Bien sûr, l’occasion a été belle pour crier à l’achat des consciences dans le camp des perdants du jour : l’argumentation est si dérisoire qu’il résiste peu ou pas à la véracité des faits réels qui sous-tendent la défaite du camp présidentiel face à ce « mobutiste » de premier plan qu’est Kengo wa Dondo. Les espèces sonnantes et trébuchantes ont peut être été utilisées pour ramollir 15 à 20 consciences du côté de l’AMP : nul n’a le droit d’empêcher les observateurs avertis de se livrer à une arithmétique élémentaire pour constater que Kengo ne pouvait en toute bonne logique fonder ses espoirs légitimes que sur les 20 voix des sénateurs de l’UN ; sur 10 de celles de ses pairs Indépendants et enfin sur les 8 voix des honorables sénateurs du Rcd. Soit un total de 38 voix sur 108 membres que compte la chambre basse du Parlement.

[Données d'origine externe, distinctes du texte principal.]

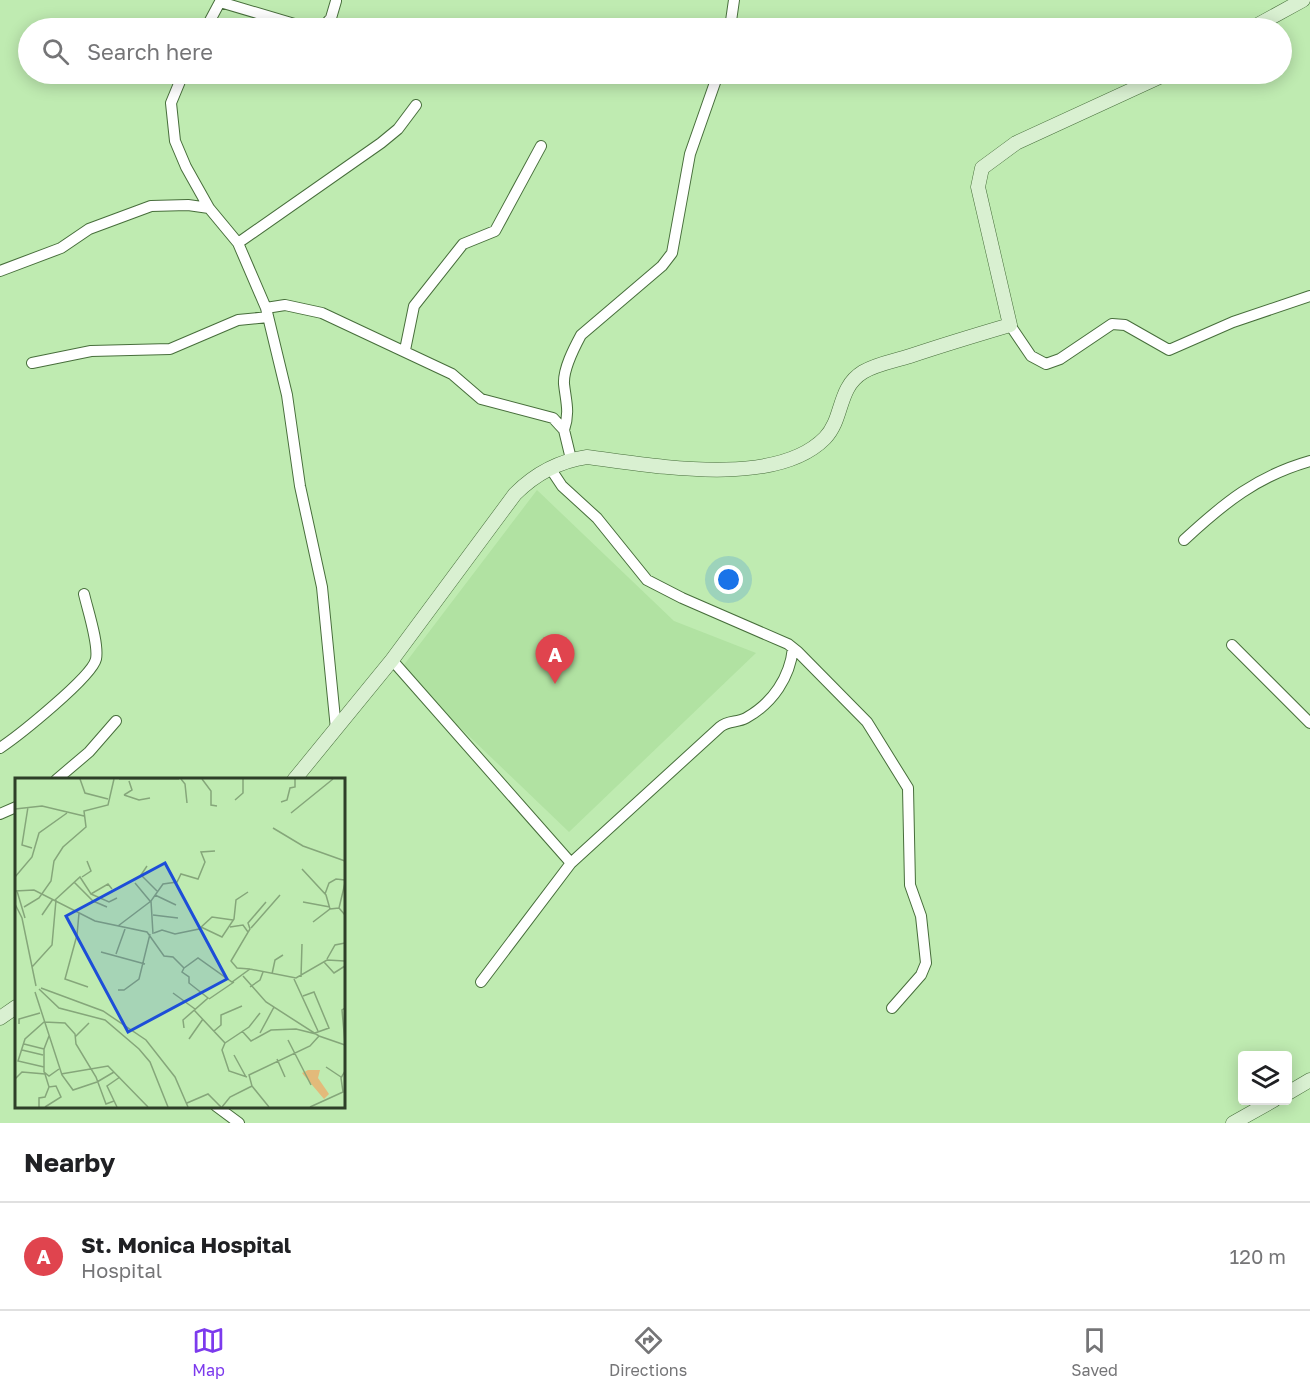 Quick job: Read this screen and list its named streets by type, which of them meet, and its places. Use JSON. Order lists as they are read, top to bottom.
{
  "page": {
    "search": "Search here",
    "pins": "A",
    "heading": "Nearby",
    "list": [
      {
        "mark": "A",
        "name": "St. Monica Hospital",
        "note": "Hospital",
        "value": "120 m"
      }
    ],
    "nav": ["Map", "Directions", "Saved"]
  }
} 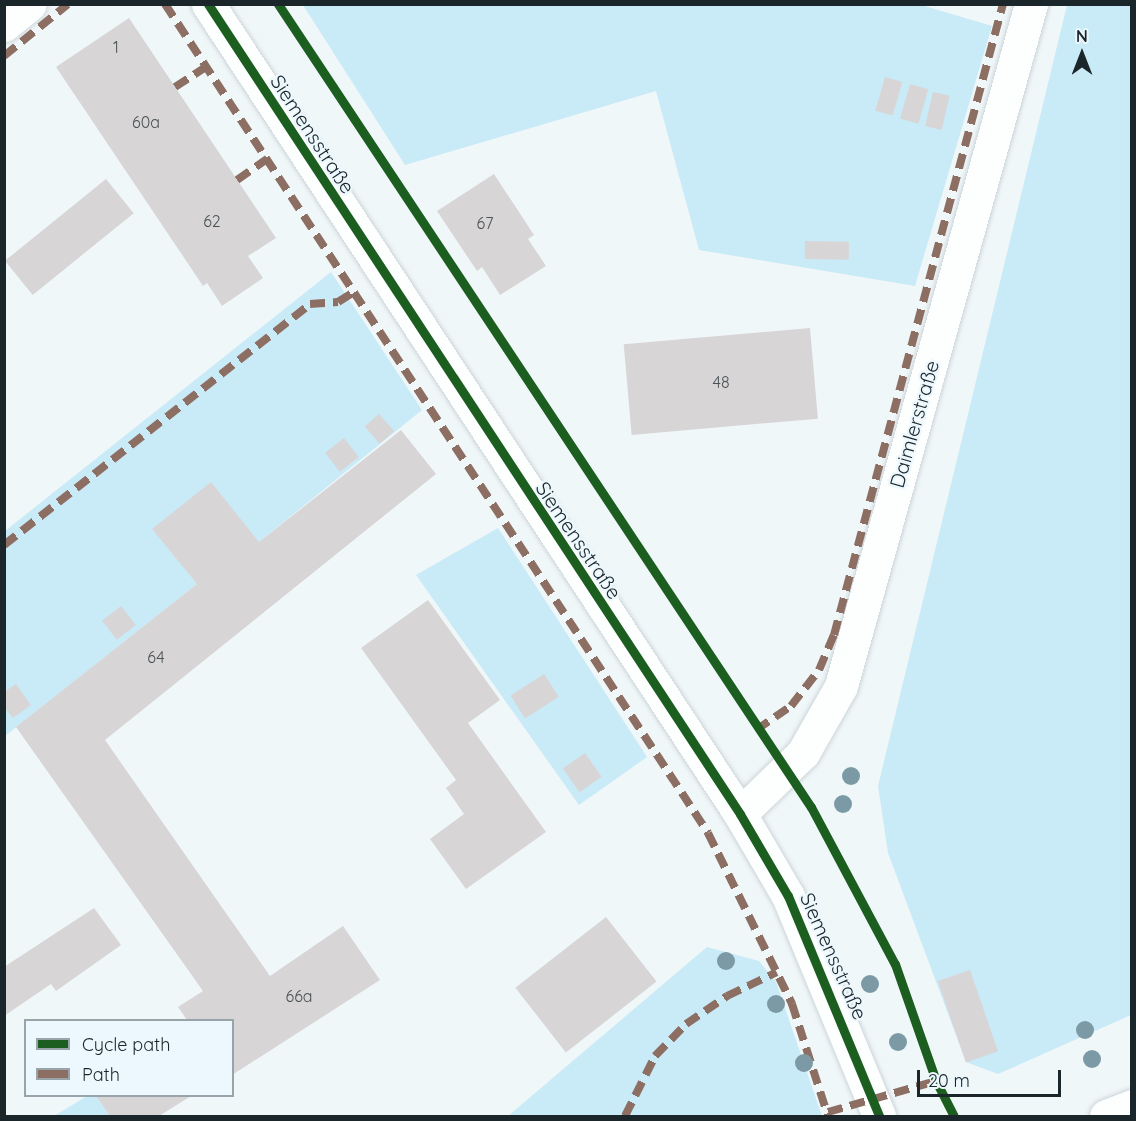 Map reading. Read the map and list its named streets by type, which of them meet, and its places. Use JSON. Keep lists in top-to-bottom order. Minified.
{"streets":{"street":["Siemensstraße","Daimlerstraße"]},"crossings":[["Siemensstraße","Daimlerstraße"]],"house_numbers":["1","60a","62","67","48","64","66a"],"legend":["Cycle path","Path"],"scale_bar":"20 m","north":"top"}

Et quand bien même l’on ajouterait à ce nombre l’une des deux voix des abstentionnistes – la seconde étant celle de Jean Pierre Bemba aujourd’hui absent du pays – cela ne lui aurait crédité tout au plus qu’un total de 39 voix contre 69 au candidat de l’Amp. En principe les choses devraient se passer de cette façon. Mais c’était compter sans ce que les caciques de l’Alliance appellent en essuyant les larmes la traîtrise de quelques-uns de leurs amis. Corrompus ? Nous nous refusons de l’affirmer : ce serait faire la part belle aux vrais fossoyeurs de la majorité présidentielle qui se situent à tous les niveaux de l’Alliance aujourd’hui lézardée.
.jpg)
Trop de naïvetés conjuguées dans le camp présidentiel ont fait qu’on n’a oublié de ce côté-ci qu’on avait un pouvoir à gérer en vue de le conserver jalousement. En tous les cas, tout se passe comme s’il n’existe dans ce camp aucun visionnaire capable pour prévoir que Kengo n’est pas un parvenu sur l’échiquier politique national et qu’il importait de ne se frotter contre lui qu’avec d’infinies précautions. Sous-estimer cette dimension de l’« homme de la rigueur » équivalait à un suicide politique, sinon à une perte irrémédiable de sa position de la gestion sans partage de l’Etat. Le camp présidentiel l’a expérimenté à ses dépens lors de l’élection du président du Sénat ; ils s’en mordront les doigts !
Sur un tout autre registre, une grande partie de l’opinion estime que la prise par un membre influent de l’Opposition du perchoir de l’une des plus grande institution du pays est un signe patenté de la solvabilité de la démocratie en République démocratique du Congo. L’Occident qui n’a cessé, depuis l’avènement de la Troisième République, de se faire du mauvais sang en raison de l’accaparement exclusif du pouvoir par le camp présidentiel doit maintenant avoir perdu le leitmotiv de ses récriminations véhémentes à l’endroit du pouvoir en place à Kinshasa. Tout compte fait, si l’on peut penser que si l’élection de Kengo wa Dondo à la présidence du Sénat face au candidat de ce pouvoir a créé l’effet d’une surprise dans le camp des perdants, bien des observateurs estiment plutôt qu’elle constitue malgré tout une victoire de la démocratie dans notre pays. Et pour le camp des perdants, l’occasion est sûrement donnée de méditer utilement sur les désagréments qu’il y a, a posteriori, à manquer du sens d’anticipation politique.